Extreme E, with identical SUVs and male and female drivers in every lineup, launched in 2021 as an off-road zero-emission rally series.

It aims to raise awareness about climate change and promote sustainability by racing in remote and damaged environments around the world.

"Extreme E needs a new direction, in a way," said Agag.

"Probably this is because already Formula E is there for batteries and after three years racing we needed to find a unique selling point for Extreme E that we haven’t found in the first three years.

"If we can combine everything we’ve learned with a new direction where we become really unique, (then) I think we get all the lessons learned and the heritage and a championship that is there and working and we transform it in the middle of the new mega-trending mobility which is hydrogen."

Agag said Hamilton, Rosberg and Button were "very positive" about the proposed change.

"They are all of course looking at what will be also the partnership opportunities around hydrogen, how many people can we bring along with us, how many companies are going to be excited about joining a hydrogen championship," he added.

"Many of the oil companies are not involved in electric cars as they transition but they are all betting big on green hydrogen.
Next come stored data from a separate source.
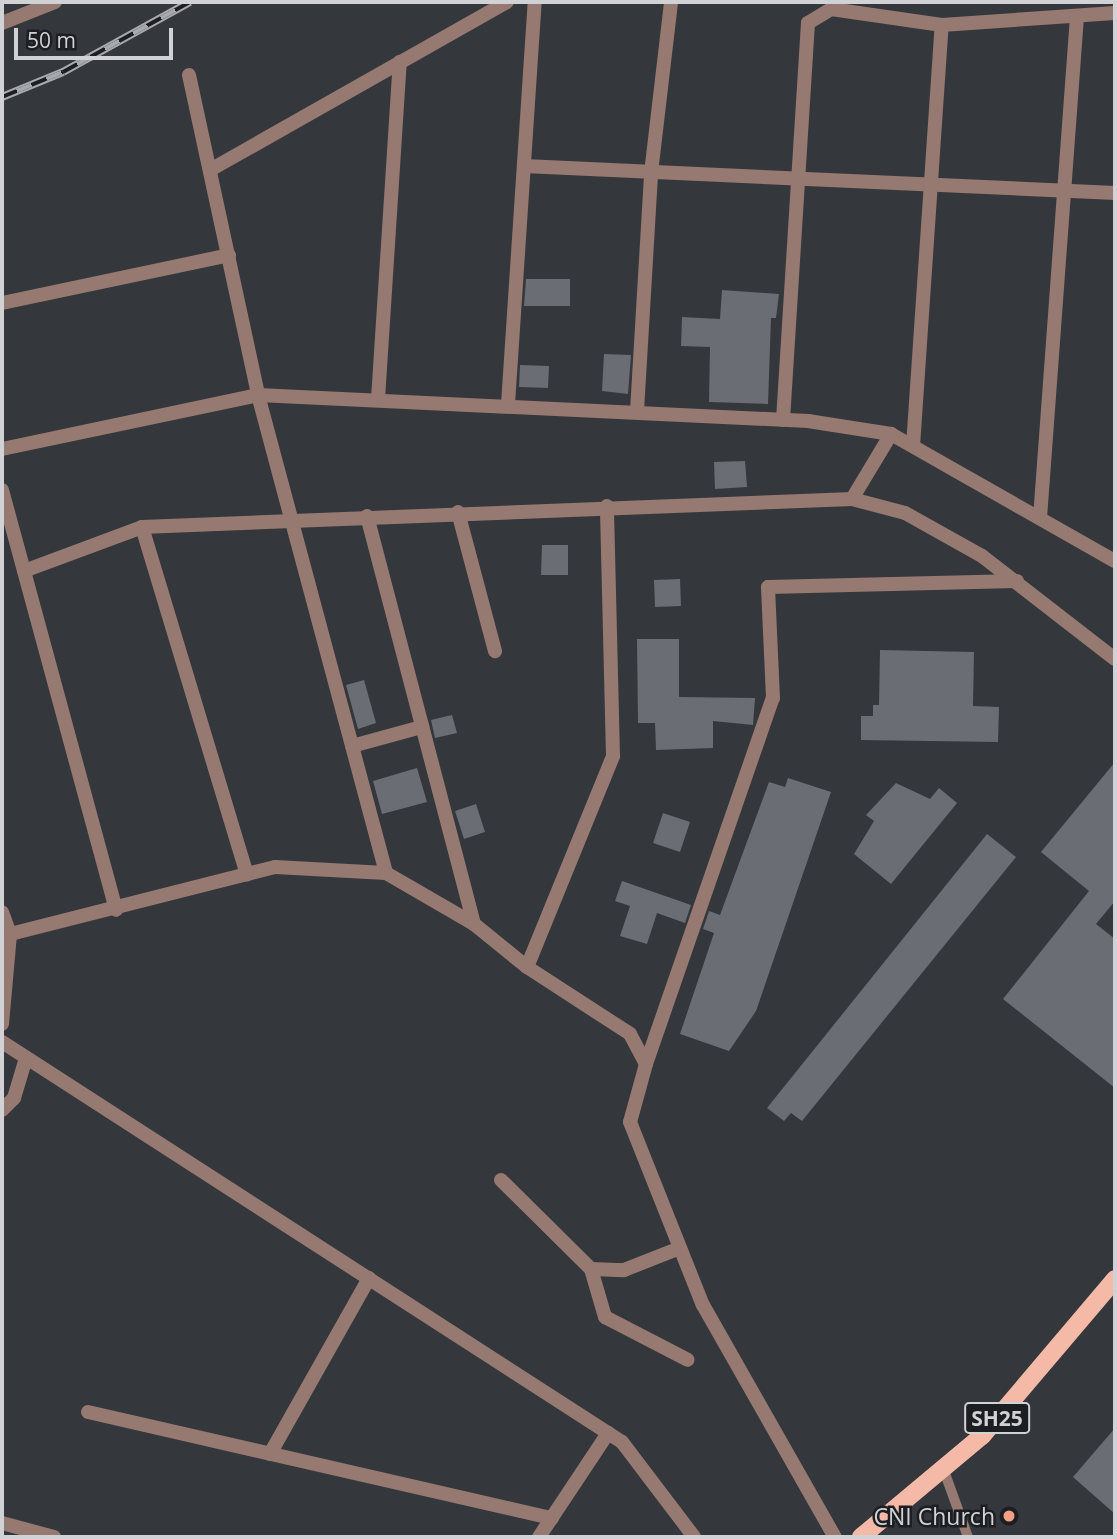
<!DOCTYPE html>
<html>
<head>
<meta charset="utf-8">
<style>
  body { margin:0 }
  #map { position:relative; width:1117px; height:1539px; overflow:hidden; background:#34373c; font-family:"Open Sans",sans-serif }
  div>[style] { position:absolute }
  .building>* { inset:0; background:#6a6d73 }
  .service>* { height:10px; margin:-5px; padding:0 5px; transform-origin:5px; border-radius:5px; background:#967970 }
  .minor>* { height:14px; margin:-7px; padding:0 7px; transform-origin:7px; border-radius:7px; background:#967970 }
  .primary>* { height:18px; margin:-9px; padding:0 9px; transform-origin:9px; border-radius:9px; background:#f4b9a7 }
  .rail>* { height:8px; margin-top:-4px; transform-origin:0; background:repeating-linear-gradient(90deg,#1d1e21 0 16px,#a7a9ac 0 32px); box-sizing:border-box; border-block:2px solid #a7a9ac }
  .dots>* { width:19px; height:19px; translate:-50% -50%; box-sizing:border-box; border:4px solid #1d1e21; border-radius:50% }
  span { translate:-50% -50%; white-space:nowrap; text-align:center; line-height:1.15; -webkit-text-stroke:5px #1d1e21; paint-order:stroke }
  .shield-label span { padding:2px 5px; background:#1d1e21; border:2px solid; border-radius:5px; -webkit-text-stroke-width:0 }
  .shield-label { font-size:21px; color:#d0d2d5; font-weight:700 }
  .poi-label { font-size:23px; color:#d0d2d5 }
  .right { translate:-100% -50%; text-align:right }
  .frame { position:absolute; inset:0; border:4px solid #d0d2d5; pointer-events:none }
  .scale { position:absolute; left:14px; top:28px; width:159px; height:32px; box-sizing:border-box; border:4px solid #d0d2d5; border-top:0; padding-left:9px; font-size:21px; line-height:24px; white-space:nowrap; color:#d0d2d5; -webkit-text-stroke:5px #1d1e21; paint-order:stroke }
</style>
</head>
<body>
<div id="map">
  <div class="building">
    <i style="clip-path:polygon(526px 279px,570px 279px,570px 306px,524px 306px)"></i>
    <i style="clip-path:polygon(722px 290px,779px 294px,776px 318px,771px 318px,768px 404px,709px 402px,710px 347px,681px 346px,682px 317px,720px 319px)"></i>
    <i style="clip-path:polygon(604px 354px,631px 355px,628px 394px,602px 391px)"></i>
    <i style="clip-path:polygon(520px 365px,549px 366px,548px 388px,519px 387px)"></i>
    <i style="clip-path:polygon(745px 461px,747px 487px,715px 489px,714px 462px)"></i>
    <i style="clip-path:polygon(542px 545px,568px 545px,568px 575px,541px 575px)"></i>
    <i style="clip-path:polygon(680px 579px,681px 606px,655px 607px,654px 580px)"></i>
    <i style="clip-path:polygon(637px 639px,679px 639px,679px 697px,755px 698px,753px 725px,713px 721px,713px 748px,656px 750px,655px 723px,638px 723px)"></i>
    <i style="clip-path:polygon(880px 650px,974px 652px,973px 706px,999px 707px,998px 742px,861px 740px,861px 716px,873px 716px,873px 705px,879px 705px)"></i>
    <i style="clip-path:polygon(364px 680px,376px 723px,358px 729px,346px 685px)"></i>
    <i style="clip-path:polygon(452px 715px,457px 733px,435px 738px,431px 720px)"></i>
    <i style="clip-path:polygon(1115px 762px,1115px 901px,1096px 924px,1115px 939px,1115px 1088px,1003px 999px,1089px 891px,1041px 852px)"></i>
    <i style="clip-path:polygon(417px 768px,427px 802px,382px 814px,373px 781px)"></i>
    <i style="clip-path:polygon(788px 778px,831px 792px,756px 1011px,729px 1051px,680px 1034px,714px 933px,703px 929px,709px 911px,720px 915px,769px 782px,785px 787px)"></i>
    <i style="clip-path:polygon(896px 783px,930px 799px,939px 788px,957px 803px,891px 884px,854px 854px,874px 821px,866px 815px)"></i>
    <i style="clip-path:polygon(476px 804px,485px 832px,464px 839px,455px 811px)"></i>
    <i style="clip-path:polygon(663px 813px,690px 822px,680px 852px,653px 843px)"></i>
    <i style="clip-path:polygon(987px 834px,1016px 857px,802px 1121px,791px 1113px,784px 1121px,767px 1108px)"></i>
    <i style="clip-path:polygon(622px 881px,691px 905px,685px 923px,657px 913px,647px 944px,620px 936px,630px 906px,615px 901px)"></i>
    <i style="clip-path:polygon(1115px 1428px,1115px 1514px,1073px 1477px)"></i>
  </div>
  <div class="service">
    <i style="left:943px;top:1468px;width:73px;rotate:70.1deg"></i>
  </div>
  <div class="minor">
    <i style="left:2px;top:23px;width:57px;rotate:-21.6deg"></i>
    <i style="left:189px;top:75px;width:327px;rotate:77.8deg"></i>
    <i style="left:258px;top:395px;width:551px;rotate:2.71deg"></i>
    <i style="left:808px;top:421px;width:84px;rotate:8.9deg"></i>
    <i style="left:891px;top:434px;width:257px;rotate:29.6deg"></i>
    <i style="left:524px;top:166px;width:592px;rotate:2.62deg"></i>
    <i style="left:210px;top:170px;width:341px;rotate:-29.5deg"></i>
    <i style="left:2px;top:303px;width:232px;rotate:-11.9deg"></i>
    <i style="left:378px;top:399px;width:338px;rotate:-86.3deg"></i>
    <i style="left:508px;top:404px;width:403px;rotate:-86.2deg"></i>
    <i style="left:637px;top:411px;width:238px;rotate:-86.6deg"></i>
    <i style="left:651px;top:173px;width:172px;rotate:-83.3deg"></i>
    <i style="left:783px;top:420px;width:398px;rotate:-86.4deg"></i>
    <i style="left:808px;top:23px;width:27px;rotate:-31deg"></i>
    <i style="left:831px;top:9px;width:112px;rotate:8.2deg"></i>
    <i style="left:942px;top:25px;width:173px;rotate:-4deg"></i>
    <i style="left:913px;top:446px;width:422px;rotate:-86.1deg"></i>
    <i style="left:2px;top:449px;width:262px;rotate:-11.9deg"></i>
    <i style="left:258px;top:395px;width:495px;rotate:75deg"></i>
    <i style="left:386px;top:873px;width:111px;rotate:-176.9deg"></i>
    <i style="left:275px;top:867px;width:273px;rotate:165.8deg"></i>
    <i style="left:10px;top:934px;width:23px;rotate:-110deg"></i>
    <i style="left:2px;top:490px;width:435px;rotate:74.8deg"></i>
    <i style="left:852px;top:499px;width:55px;rotate:14.8deg"></i>
    <i style="left:905px;top:513px;width:88px;rotate:29.2deg"></i>
    <i style="left:982px;top:556px;width:168px;rotate:37.8deg"></i>
    <i style="left:458px;top:512px;width:144px;rotate:75.1deg"></i>
    <i style="left:367px;top:516px;width:422px;rotate:75.3deg"></i>
    <i style="left:1040px;top:518px;width:502px;rotate:-85.78deg"></i>
    <i style="left:142px;top:527px;width:363px;rotate:73.2deg"></i>
    <i style="left:24px;top:571px;width:126px;rotate:-20.4deg"></i>
    <i style="left:142px;top:527px;width:711px;rotate:-2.26deg"></i>
    <i style="left:852px;top:499px;width:76px;rotate:-59deg"></i>
    <i style="left:352px;top:746px;width:73px;rotate:-15.2deg"></i>
    <i style="left:386px;top:873px;width:102px;rotate:30.1deg"></i>
    <i style="left:474px;top:924px;width:68px;rotate:39.1deg"></i>
    <i style="left:527px;top:967px;width:228px;rotate:-67.8deg"></i>
    <i style="left:613px;top:756px;width:250px;rotate:-91.4deg"></i>
    <i style="left:527px;top:967px;width:123px;rotate:33deg"></i>
    <i style="left:630px;top:1034px;width:34px;rotate:62deg"></i>
    <i style="left:646px;top:1064px;width:387px;rotate:-70.9deg"></i>
    <i style="left:773px;top:698px;width:111px;rotate:-92.6deg"></i>
    <i style="left:768px;top:587px;width:249px;rotate:-1.4deg"></i>
    <i style="left:2px;top:1024px;width:90px;rotate:-84.9deg"></i>
    <i style="left:2px;top:1042px;width:738px;rotate:32.83deg"></i>
    <i style="left:622px;top:1442px;width:119px;rotate:52.8deg"></i>
    <i style="left:646px;top:1064px;width:60px;rotate:105.4deg"></i>
    <i style="left:630px;top:1122px;width:197px;rotate:68.3deg"></i>
    <i style="left:703px;top:1305px;width:267px;rotate:60.4deg"></i>
    <i style="left:2px;top:1110px;width:17px;rotate:-45deg"></i>
    <i style="left:14px;top:1098px;width:42px;rotate:-73.3deg"></i>
    <i style="left:501px;top:1180px;width:127px;rotate:44.7deg"></i>
    <i style="left:591px;top:1269px;width:33px;rotate:2deg"></i>
    <i style="left:624px;top:1270px;width:60px;rotate:-21.4deg"></i>
    <i style="left:591px;top:1269px;width:50px;rotate:73.7deg"></i>
    <i style="left:605px;top:1317px;width:93px;rotate:27.4deg"></i>
    <i style="left:88px;top:1412px;width:476px;rotate:12.9deg"></i>
    <i style="left:270px;top:1454px;width:202px;rotate:-60.6deg"></i>
    <i style="left:2px;top:1523px;width:54px;rotate:15.1deg"></i>
    <i style="left:539px;top:1537px;width:125px;rotate:-56.4deg"></i>
  </div>
  <div class="primary">
    <i style="left:861px;top:1537px;width:158px;rotate:-39.9deg"></i>
    <i style="left:982px;top:1436px;width:206px;rotate:-49.7deg"></i>
  </div>
  <div class="rail">
    <i style="left:2px;top:97px;width:66px;rotate:-22.3deg"></i>
    <i style="left:63px;top:72px;width:145px;rotate:-28.9deg"></i>
  </div>
  <div class="dots">
    <i style="left:1009px;top:1516px;background:#f39f85"></i>
  </div>
  <div class="shield-label">
    <span style="left:997px;top:1418px">SH25</span>
  </div>
  <div class="poi-label">
    <span class="right" style="left:995px;top:1516px">CNI Church</span>
  </div>
  <div class="frame"></div>
  <div class="scale">50 m</div>
</div>
</body>
</html>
So why not have them join also the championship?

"I think this change presents fantastic commercial opportunities to bring along companies that don’t look like an obvious participant into the decarbonization transition but they are and we provide a platform also for those companies."

Green hydrogen is produced by splitting water through electrolysis using renewable energy but is currently small-scale and costing up to five times more than hydrogen derived from natural gas.

Agag said the plan, at least initially, was to use electric cars powered by hydrogen fuel cells rather than hydrogen combustion.

"At the moment the combustion technology is not ready yet in the way we would need to use it for racing, so we are going to focus on fuel cell technology," he said.